(Data extracted from a collection)

________________

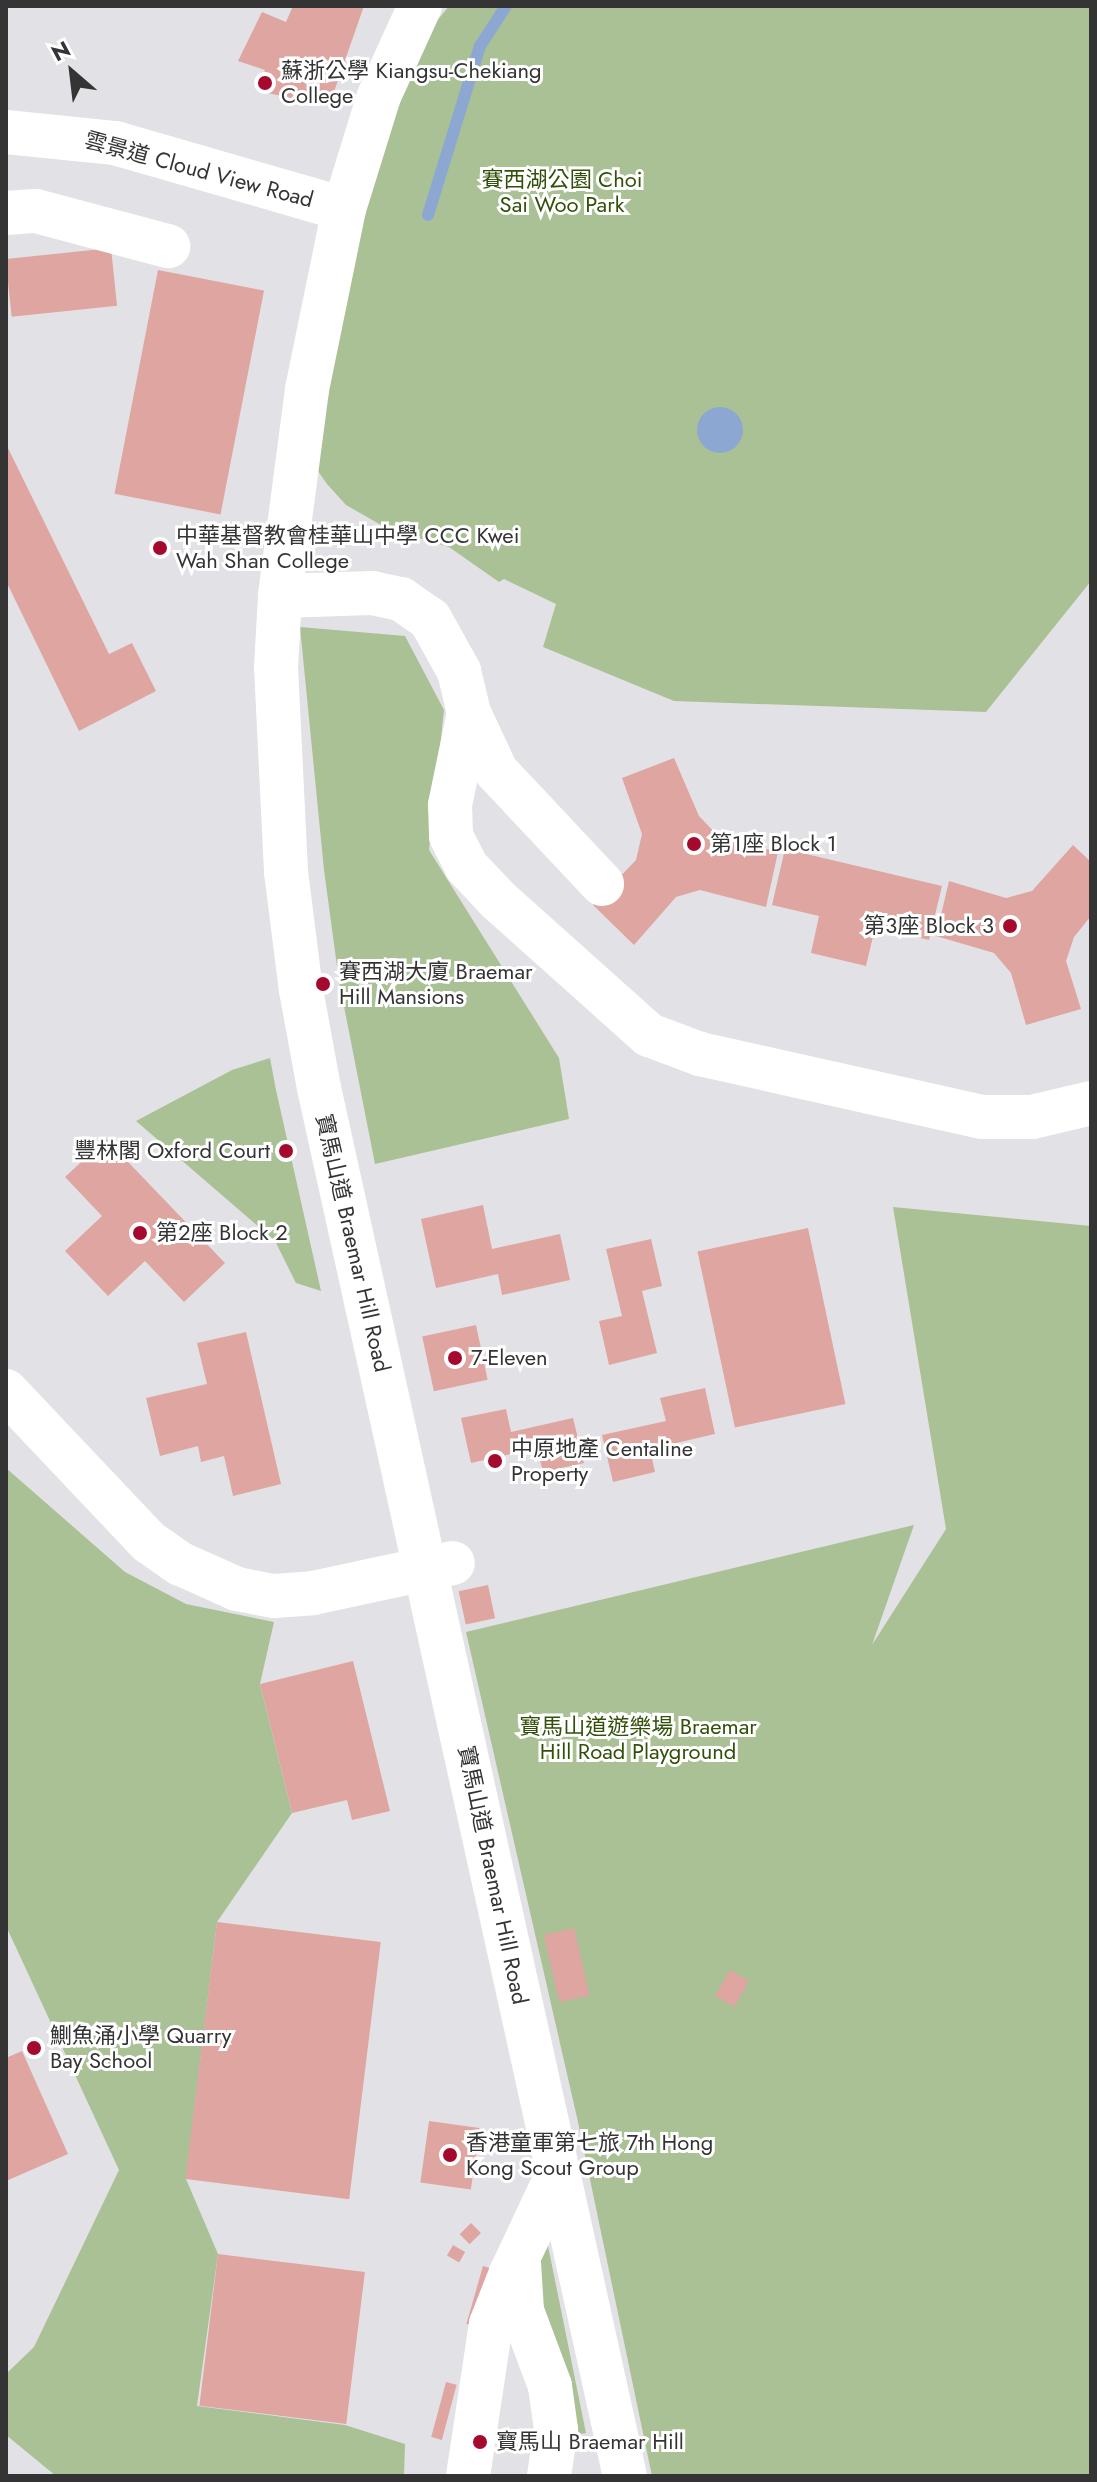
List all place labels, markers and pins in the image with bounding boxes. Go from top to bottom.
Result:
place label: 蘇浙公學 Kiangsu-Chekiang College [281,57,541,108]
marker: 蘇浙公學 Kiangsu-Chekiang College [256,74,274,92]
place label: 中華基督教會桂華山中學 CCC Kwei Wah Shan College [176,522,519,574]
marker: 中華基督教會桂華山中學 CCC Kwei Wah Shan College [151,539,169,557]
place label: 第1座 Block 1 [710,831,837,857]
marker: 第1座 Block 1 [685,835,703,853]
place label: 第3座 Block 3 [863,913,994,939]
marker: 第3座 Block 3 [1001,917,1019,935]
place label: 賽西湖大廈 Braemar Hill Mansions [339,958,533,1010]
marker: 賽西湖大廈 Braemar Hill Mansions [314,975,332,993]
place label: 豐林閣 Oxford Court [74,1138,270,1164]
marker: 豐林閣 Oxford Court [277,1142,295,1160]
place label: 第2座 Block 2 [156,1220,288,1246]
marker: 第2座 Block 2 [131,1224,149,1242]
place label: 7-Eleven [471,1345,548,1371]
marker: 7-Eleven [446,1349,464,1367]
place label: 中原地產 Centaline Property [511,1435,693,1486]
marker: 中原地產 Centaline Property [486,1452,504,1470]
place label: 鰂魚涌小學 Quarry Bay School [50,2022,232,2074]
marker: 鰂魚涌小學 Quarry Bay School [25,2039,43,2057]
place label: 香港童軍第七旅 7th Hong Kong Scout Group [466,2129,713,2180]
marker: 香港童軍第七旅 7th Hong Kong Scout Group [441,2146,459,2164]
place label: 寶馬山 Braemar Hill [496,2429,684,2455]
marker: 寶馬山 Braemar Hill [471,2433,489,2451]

________________

# [Requirement]
Please return every line of the records that contains the word "香港童軍第七旅".

# [Result of the task]
place label: 香港童軍第七旅 7th Hong Kong Scout Group [466,2129,713,2180]
marker: 香港童軍第七旅 7th Hong Kong Scout Group [441,2146,459,2164]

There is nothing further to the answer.